• **Source records**
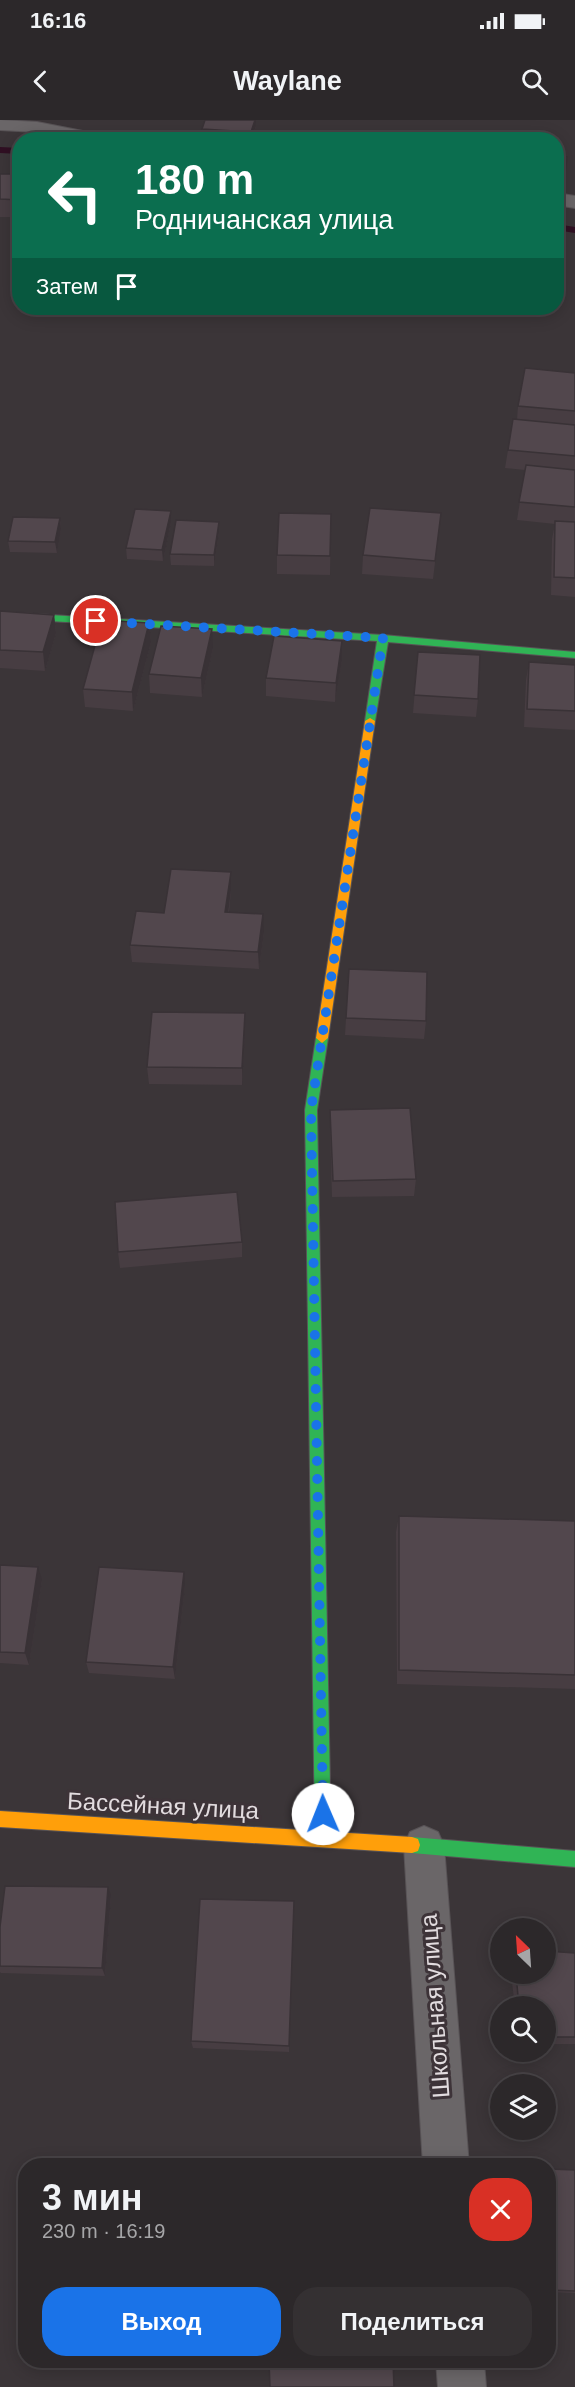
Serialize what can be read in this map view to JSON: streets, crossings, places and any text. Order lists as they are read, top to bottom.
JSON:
{
  "streets": {
    "street": ["Бассейная улица", "Школьная улица"]
  },
  "crossings": [
    ["Бассейная улица", "Школьная улица"]
  ],
  "north": "top left",
  "page": {
    "status": "16:16",
    "header": "Waylane",
    "turn": ["180 m", "Родничанская улица"],
    "then": "Затем",
    "heading": ["3 мин", "230 m · 16:19"],
    "buttons": ["Выход", "Поделиться"]
  }
}
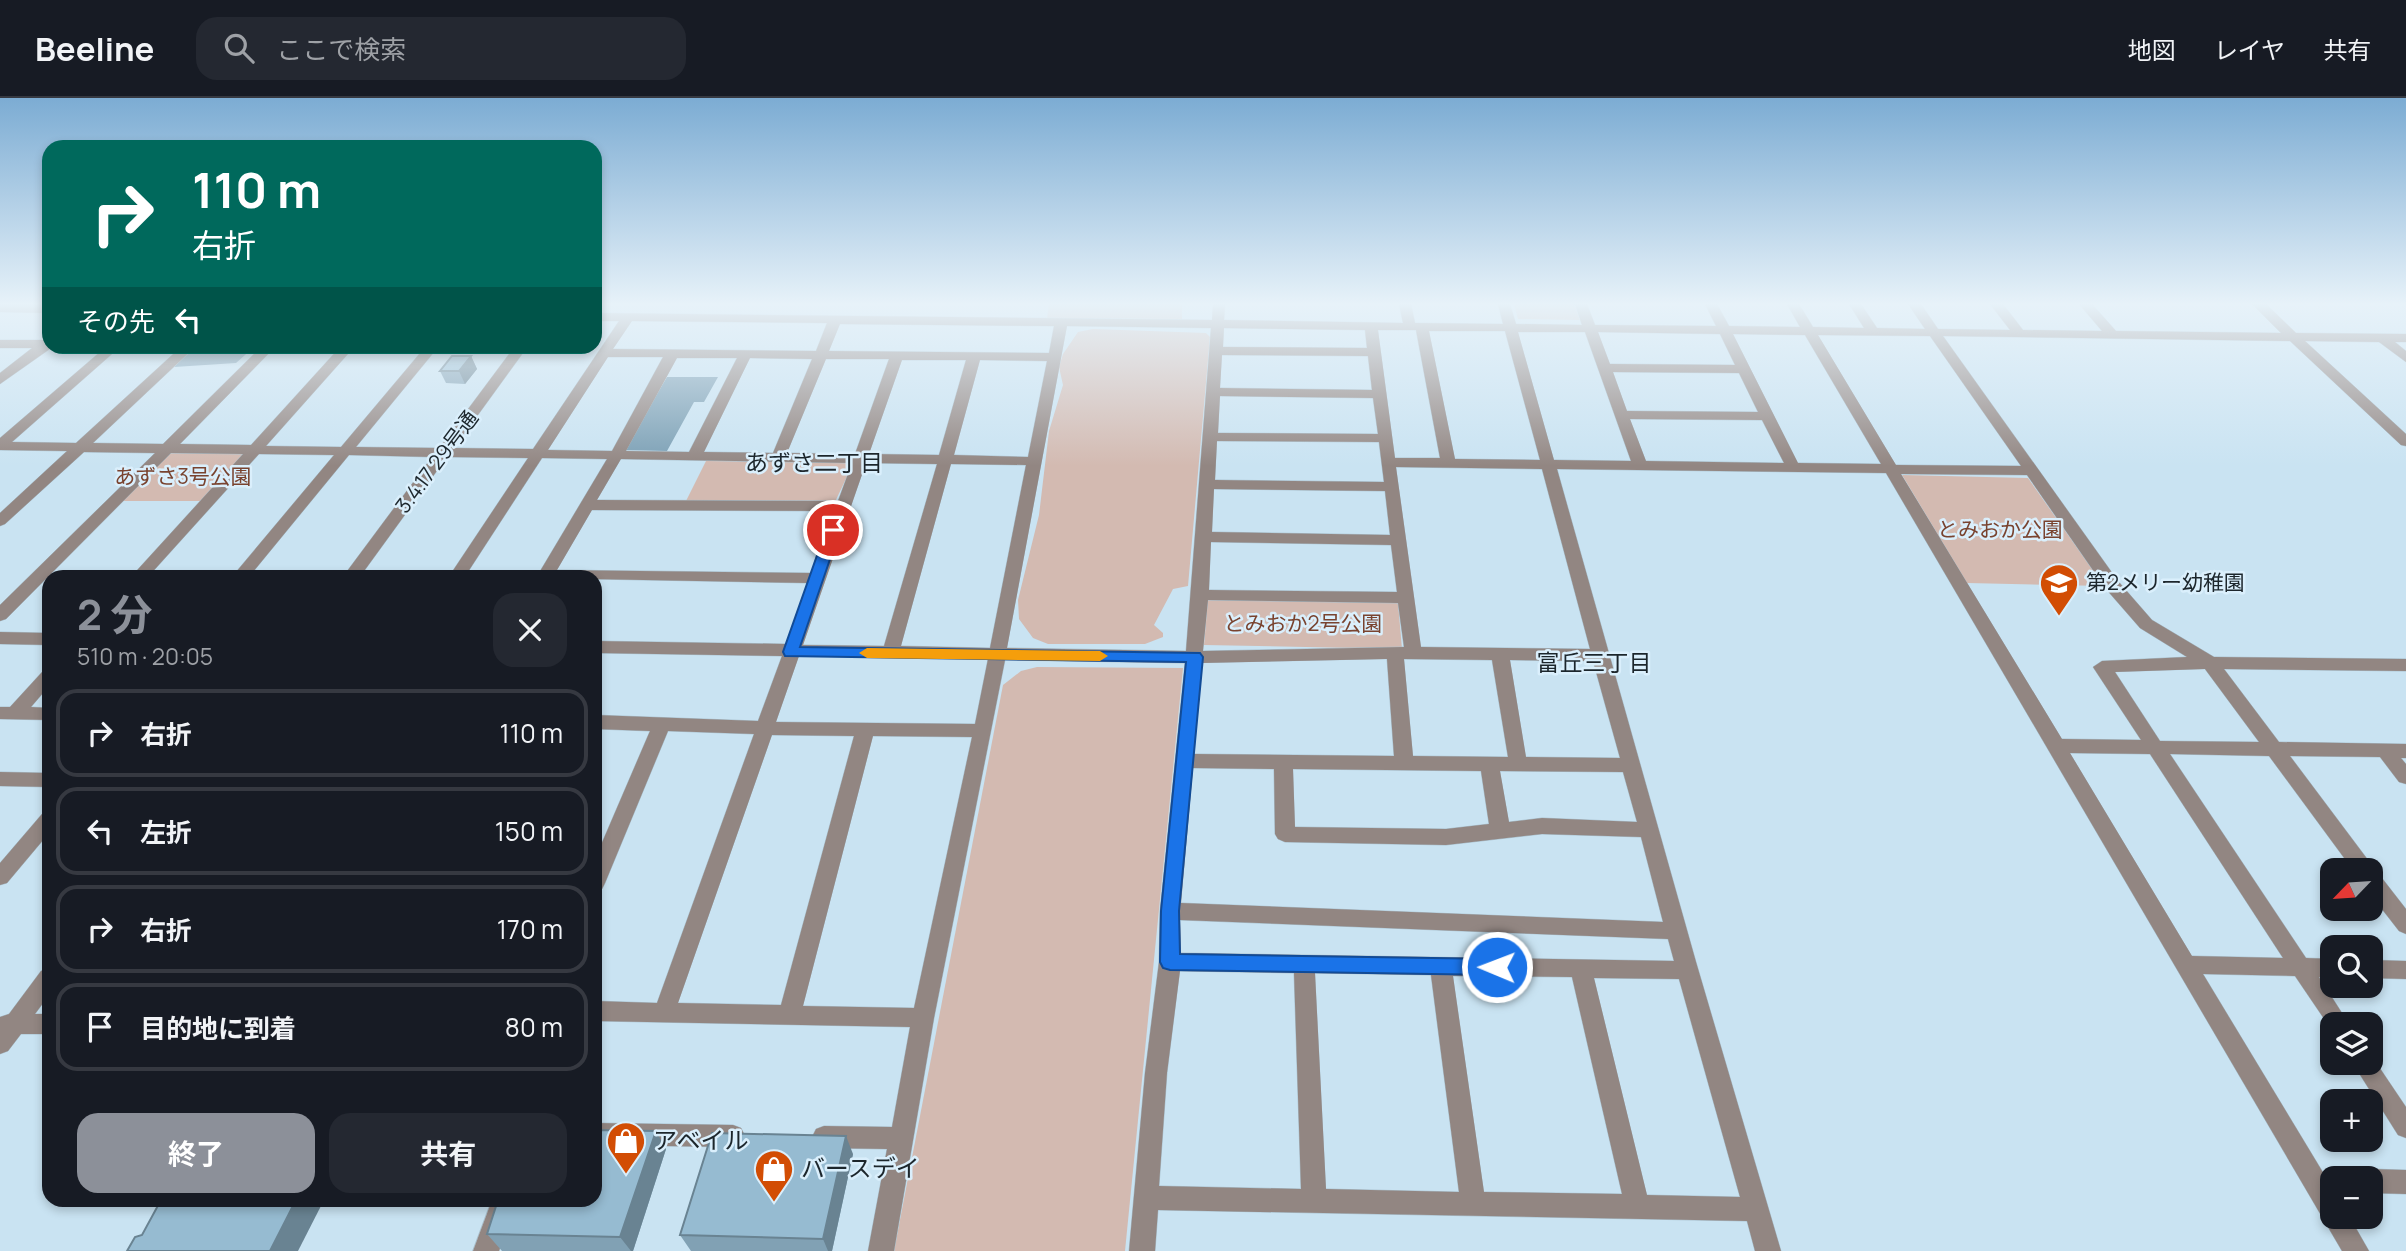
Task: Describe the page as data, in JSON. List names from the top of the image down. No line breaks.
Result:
{"streets":{"street":["3.4.17 29号通"]},"districts":["あずさ二丁目","富丘三丁目"],"parks":["あずさ3号公園","とみおか公園","とみおか2号公園"],"places":{"school or university":["第2メリー幼稚園"],"shop":["アベイル","バースデイ"]},"north":"bottom left","page":{"header":"Beeline","search":"ここで検索","nav":["地図","レイヤ","共有"],"turn":["110 m","右折"],"then":"その先","heading":["2 分","510 m · 20:05"],"list":[{"name":"右折","value":"110 m"},{"name":"左折","value":"150 m"},{"name":"右折","value":"170 m"},{"name":"目的地に到着","value":"80 m"}],"map_buttons":["+","−"],"buttons":["終了","共有"]}}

• **Your goal**
Repeat the records word for word, skipping pictures.

• **Response for this exercise**
Serialize what can be read in this map view to JSON: streets, crossings, places and any text. Order lists as they are read, top to bottom.
JSON:
{
  "streets": {
    "street": ["Бассейная улица", "Школьная улица"]
  },
  "crossings": [
    ["Бассейная улица", "Школьная улица"]
  ],
  "north": "top left",
  "page": {
    "status": "16:16",
    "header": "Waylane",
    "turn": ["180 m", "Родничанская улица"],
    "then": "Затем",
    "heading": ["3 мин", "230 m · 16:19"],
    "buttons": ["Выход", "Поделиться"]
  }
}
Task: Describe the page as data, in JSON. List names from the top of the image down. No line breaks.
Result:
{"streets":{"street":["3.4.17 29号通"]},"districts":["あずさ二丁目","富丘三丁目"],"parks":["あずさ3号公園","とみおか公園","とみおか2号公園"],"places":{"school or university":["第2メリー幼稚園"],"shop":["アベイル","バースデイ"]},"north":"bottom left","page":{"header":"Beeline","search":"ここで検索","nav":["地図","レイヤ","共有"],"turn":["110 m","右折"],"then":"その先","heading":["2 分","510 m · 20:05"],"list":[{"name":"右折","value":"110 m"},{"name":"左折","value":"150 m"},{"name":"右折","value":"170 m"},{"name":"目的地に到着","value":"80 m"}],"map_buttons":["+","−"],"buttons":["終了","共有"]}}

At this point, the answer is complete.